:: Supplied information

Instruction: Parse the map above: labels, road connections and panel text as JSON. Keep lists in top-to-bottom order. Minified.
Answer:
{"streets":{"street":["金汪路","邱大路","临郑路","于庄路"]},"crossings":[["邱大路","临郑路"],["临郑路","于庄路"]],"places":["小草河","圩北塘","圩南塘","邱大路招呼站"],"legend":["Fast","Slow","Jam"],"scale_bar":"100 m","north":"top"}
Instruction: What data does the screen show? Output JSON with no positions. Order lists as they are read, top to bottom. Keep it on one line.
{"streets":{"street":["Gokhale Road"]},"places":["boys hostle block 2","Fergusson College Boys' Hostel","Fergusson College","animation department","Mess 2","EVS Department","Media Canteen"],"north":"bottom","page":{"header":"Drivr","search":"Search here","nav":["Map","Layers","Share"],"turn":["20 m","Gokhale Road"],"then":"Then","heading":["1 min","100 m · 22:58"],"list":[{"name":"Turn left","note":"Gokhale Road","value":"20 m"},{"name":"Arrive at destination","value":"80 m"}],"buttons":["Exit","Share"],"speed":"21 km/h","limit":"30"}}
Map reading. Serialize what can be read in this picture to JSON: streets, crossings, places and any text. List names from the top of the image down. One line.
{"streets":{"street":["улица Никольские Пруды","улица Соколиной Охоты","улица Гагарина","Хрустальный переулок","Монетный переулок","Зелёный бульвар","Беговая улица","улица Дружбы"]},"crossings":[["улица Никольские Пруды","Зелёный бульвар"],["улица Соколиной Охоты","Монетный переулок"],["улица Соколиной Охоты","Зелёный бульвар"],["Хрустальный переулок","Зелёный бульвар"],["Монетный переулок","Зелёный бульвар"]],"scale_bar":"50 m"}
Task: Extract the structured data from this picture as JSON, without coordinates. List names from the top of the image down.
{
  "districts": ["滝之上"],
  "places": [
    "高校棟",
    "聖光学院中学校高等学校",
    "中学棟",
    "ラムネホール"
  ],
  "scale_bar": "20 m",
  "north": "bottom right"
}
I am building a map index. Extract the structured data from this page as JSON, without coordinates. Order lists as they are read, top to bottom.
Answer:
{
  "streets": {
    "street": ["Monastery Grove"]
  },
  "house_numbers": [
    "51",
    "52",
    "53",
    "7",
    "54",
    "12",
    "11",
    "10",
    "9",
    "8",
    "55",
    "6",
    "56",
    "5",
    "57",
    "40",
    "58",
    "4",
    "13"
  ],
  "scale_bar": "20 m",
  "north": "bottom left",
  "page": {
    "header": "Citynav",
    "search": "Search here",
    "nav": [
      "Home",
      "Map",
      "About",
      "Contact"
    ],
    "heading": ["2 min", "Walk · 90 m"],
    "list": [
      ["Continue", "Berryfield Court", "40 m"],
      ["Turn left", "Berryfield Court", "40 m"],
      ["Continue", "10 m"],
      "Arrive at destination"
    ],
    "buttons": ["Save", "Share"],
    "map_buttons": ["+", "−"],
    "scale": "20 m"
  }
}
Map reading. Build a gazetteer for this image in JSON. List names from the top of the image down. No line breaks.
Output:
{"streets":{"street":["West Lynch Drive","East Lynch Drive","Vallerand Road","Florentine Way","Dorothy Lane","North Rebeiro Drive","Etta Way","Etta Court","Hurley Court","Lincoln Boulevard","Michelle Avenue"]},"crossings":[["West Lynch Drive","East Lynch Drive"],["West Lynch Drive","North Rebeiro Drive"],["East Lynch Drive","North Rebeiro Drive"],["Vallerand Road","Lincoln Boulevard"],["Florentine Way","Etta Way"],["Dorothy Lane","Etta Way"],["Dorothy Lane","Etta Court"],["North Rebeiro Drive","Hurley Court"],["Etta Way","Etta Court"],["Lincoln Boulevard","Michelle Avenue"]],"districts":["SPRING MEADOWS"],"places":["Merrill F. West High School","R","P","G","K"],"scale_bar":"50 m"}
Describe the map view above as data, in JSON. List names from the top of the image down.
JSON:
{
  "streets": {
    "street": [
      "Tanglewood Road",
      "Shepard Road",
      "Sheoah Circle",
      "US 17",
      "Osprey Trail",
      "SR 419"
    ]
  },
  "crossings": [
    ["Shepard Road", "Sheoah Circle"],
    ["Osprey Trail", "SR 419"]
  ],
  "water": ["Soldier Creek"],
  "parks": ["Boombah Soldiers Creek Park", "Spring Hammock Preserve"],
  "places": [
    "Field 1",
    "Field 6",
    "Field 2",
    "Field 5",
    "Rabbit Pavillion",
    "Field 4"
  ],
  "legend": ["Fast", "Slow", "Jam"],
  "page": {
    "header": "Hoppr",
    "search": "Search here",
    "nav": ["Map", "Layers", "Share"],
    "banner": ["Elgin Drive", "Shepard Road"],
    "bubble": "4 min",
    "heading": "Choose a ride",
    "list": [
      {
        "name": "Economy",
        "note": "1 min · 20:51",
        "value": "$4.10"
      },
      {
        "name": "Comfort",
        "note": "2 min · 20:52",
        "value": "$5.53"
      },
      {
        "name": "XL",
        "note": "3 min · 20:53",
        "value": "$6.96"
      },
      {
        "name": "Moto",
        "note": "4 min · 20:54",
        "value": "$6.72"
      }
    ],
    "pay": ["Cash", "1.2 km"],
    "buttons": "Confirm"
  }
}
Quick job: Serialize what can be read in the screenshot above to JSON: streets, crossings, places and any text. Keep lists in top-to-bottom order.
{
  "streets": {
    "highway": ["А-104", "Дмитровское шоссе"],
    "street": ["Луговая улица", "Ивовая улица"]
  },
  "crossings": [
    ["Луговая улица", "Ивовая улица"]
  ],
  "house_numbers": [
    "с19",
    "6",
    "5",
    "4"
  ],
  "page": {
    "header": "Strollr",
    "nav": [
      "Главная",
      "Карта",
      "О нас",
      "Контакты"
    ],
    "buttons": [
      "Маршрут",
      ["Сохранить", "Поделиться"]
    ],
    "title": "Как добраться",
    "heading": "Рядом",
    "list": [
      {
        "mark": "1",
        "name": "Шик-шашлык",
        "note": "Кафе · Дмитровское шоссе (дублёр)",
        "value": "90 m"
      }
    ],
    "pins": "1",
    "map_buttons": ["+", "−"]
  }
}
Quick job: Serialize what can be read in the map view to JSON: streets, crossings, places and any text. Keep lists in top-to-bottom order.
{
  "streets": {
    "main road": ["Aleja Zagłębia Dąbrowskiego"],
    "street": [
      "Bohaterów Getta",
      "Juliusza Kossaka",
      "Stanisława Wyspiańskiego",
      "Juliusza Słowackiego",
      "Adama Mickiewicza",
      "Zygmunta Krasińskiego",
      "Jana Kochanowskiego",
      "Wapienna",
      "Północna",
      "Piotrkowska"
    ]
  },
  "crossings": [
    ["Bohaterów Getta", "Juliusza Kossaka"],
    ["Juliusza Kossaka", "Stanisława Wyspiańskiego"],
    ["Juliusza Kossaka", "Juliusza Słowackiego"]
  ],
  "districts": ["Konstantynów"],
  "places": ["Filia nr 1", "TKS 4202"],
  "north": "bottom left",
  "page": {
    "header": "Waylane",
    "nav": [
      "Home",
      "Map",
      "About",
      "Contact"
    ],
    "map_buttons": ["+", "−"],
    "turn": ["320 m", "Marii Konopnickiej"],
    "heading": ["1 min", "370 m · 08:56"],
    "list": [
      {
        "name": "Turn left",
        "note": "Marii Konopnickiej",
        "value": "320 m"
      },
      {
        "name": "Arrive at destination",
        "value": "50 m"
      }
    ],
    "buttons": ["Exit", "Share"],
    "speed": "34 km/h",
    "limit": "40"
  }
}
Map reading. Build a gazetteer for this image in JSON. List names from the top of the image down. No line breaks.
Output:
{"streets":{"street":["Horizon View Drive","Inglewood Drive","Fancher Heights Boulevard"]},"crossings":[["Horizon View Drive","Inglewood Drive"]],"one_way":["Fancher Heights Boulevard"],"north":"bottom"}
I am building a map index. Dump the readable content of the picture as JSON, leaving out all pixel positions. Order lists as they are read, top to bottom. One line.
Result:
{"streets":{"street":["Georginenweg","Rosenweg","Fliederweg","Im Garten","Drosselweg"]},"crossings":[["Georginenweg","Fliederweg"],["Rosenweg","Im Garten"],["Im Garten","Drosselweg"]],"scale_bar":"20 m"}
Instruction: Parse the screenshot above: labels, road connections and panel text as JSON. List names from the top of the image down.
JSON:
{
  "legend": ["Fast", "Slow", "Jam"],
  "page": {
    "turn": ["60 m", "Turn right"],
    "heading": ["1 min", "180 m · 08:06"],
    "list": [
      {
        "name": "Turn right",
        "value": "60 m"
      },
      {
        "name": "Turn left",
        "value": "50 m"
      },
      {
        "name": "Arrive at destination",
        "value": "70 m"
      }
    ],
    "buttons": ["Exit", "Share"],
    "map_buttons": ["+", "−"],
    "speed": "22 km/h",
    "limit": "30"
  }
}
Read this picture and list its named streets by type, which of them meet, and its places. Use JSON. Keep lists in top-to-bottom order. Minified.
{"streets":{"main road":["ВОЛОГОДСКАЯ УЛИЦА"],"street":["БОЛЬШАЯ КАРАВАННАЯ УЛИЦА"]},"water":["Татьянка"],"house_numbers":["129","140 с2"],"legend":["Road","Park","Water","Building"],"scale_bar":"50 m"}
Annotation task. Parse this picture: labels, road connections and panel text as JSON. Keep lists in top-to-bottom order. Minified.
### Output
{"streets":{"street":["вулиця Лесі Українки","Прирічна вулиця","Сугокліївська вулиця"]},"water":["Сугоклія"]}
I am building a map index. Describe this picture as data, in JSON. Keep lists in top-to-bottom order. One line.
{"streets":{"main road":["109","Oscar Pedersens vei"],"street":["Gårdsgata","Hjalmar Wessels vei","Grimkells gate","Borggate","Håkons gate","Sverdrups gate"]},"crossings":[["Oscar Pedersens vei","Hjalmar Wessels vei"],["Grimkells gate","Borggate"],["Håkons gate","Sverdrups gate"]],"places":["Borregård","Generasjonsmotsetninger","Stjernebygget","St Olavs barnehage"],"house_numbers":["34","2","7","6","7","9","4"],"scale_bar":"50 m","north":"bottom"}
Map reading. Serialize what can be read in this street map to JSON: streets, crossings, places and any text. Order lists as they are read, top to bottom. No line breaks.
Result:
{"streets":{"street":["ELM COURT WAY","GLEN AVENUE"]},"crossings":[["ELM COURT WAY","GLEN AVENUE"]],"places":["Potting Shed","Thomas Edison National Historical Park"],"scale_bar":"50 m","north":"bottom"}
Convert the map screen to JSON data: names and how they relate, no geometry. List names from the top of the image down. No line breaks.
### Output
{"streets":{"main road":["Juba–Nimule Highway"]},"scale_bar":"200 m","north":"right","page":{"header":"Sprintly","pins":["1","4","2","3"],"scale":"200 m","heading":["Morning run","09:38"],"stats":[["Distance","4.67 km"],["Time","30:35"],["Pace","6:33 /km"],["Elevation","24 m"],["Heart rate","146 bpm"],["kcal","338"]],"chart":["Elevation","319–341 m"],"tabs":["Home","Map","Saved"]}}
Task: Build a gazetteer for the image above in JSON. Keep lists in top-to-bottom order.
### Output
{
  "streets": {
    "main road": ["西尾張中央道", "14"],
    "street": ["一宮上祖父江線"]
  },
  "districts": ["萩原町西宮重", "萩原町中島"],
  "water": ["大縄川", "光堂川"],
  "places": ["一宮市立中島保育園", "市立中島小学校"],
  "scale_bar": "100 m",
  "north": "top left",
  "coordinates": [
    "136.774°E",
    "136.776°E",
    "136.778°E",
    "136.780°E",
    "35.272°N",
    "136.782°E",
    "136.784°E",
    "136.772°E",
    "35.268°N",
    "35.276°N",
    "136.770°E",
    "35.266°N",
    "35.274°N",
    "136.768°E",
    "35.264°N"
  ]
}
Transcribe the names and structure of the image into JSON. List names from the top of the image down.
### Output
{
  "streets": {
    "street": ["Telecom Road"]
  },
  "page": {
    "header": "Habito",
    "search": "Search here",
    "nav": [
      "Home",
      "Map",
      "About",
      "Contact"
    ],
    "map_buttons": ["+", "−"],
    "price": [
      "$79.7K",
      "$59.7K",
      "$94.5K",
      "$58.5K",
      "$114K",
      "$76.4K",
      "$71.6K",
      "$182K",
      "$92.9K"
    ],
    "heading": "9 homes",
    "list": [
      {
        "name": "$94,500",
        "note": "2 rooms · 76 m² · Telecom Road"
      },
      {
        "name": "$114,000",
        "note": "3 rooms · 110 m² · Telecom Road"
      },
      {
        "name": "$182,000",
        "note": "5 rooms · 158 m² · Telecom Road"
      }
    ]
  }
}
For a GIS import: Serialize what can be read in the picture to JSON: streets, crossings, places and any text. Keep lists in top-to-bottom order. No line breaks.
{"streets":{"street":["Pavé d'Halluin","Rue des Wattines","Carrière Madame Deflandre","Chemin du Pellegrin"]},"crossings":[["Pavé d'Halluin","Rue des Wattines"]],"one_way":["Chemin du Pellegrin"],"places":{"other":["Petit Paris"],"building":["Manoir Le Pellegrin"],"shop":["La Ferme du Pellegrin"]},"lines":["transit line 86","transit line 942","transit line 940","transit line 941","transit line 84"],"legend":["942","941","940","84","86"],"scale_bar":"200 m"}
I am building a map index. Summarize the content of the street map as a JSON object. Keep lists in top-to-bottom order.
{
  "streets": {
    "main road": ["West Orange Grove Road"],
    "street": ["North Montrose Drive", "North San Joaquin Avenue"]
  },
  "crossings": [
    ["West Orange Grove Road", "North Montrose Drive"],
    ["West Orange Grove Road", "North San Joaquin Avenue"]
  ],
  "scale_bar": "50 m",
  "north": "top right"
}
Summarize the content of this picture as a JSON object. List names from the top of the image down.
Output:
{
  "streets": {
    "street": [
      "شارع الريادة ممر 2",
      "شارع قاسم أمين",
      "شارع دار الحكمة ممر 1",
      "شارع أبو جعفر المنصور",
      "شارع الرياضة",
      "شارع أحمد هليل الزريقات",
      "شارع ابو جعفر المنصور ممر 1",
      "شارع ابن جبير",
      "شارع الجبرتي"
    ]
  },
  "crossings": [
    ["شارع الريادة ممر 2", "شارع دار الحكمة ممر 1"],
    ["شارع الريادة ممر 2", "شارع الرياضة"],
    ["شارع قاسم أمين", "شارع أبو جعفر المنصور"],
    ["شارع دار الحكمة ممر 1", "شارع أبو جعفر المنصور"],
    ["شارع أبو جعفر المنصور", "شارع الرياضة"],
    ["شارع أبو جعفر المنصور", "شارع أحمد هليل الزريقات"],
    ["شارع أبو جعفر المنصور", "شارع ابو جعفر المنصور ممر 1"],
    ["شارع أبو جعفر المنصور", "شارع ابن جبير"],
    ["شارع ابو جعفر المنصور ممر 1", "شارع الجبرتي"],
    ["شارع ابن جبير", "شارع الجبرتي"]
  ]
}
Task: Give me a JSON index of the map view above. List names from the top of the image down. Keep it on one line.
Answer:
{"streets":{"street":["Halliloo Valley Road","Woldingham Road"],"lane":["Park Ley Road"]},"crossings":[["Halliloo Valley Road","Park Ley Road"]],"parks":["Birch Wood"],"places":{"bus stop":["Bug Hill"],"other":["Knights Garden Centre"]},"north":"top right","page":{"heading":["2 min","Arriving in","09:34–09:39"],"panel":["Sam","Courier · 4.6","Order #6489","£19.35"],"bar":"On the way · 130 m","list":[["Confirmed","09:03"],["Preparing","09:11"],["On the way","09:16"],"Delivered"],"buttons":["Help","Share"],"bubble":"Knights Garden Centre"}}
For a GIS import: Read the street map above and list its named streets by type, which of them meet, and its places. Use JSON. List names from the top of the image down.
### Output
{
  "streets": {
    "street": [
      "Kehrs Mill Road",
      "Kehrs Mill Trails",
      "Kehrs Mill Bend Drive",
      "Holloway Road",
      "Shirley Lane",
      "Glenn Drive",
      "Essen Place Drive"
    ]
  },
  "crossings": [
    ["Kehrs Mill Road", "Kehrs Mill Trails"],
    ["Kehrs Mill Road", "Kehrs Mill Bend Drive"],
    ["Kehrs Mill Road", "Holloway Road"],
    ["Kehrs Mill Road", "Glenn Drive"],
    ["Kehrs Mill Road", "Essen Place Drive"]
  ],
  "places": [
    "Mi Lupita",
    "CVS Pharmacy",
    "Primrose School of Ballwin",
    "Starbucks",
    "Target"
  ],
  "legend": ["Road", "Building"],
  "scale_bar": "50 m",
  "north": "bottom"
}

::::

◆ Exercise details ◆
Search the entries above for the word "Parse" and copy each line where it appears.

◆ Answer section ◆
Instruction: Parse the map above: labels, road connections and panel text as JSON. Keep lists in top-to-bottom order. Minified.
Instruction: Parse the screenshot above: labels, road connections and panel text as JSON. List names from the top of the image down.
Annotation task. Parse this picture: labels, road connections and panel text as JSON. Keep lists in top-to-bottom order. Minified.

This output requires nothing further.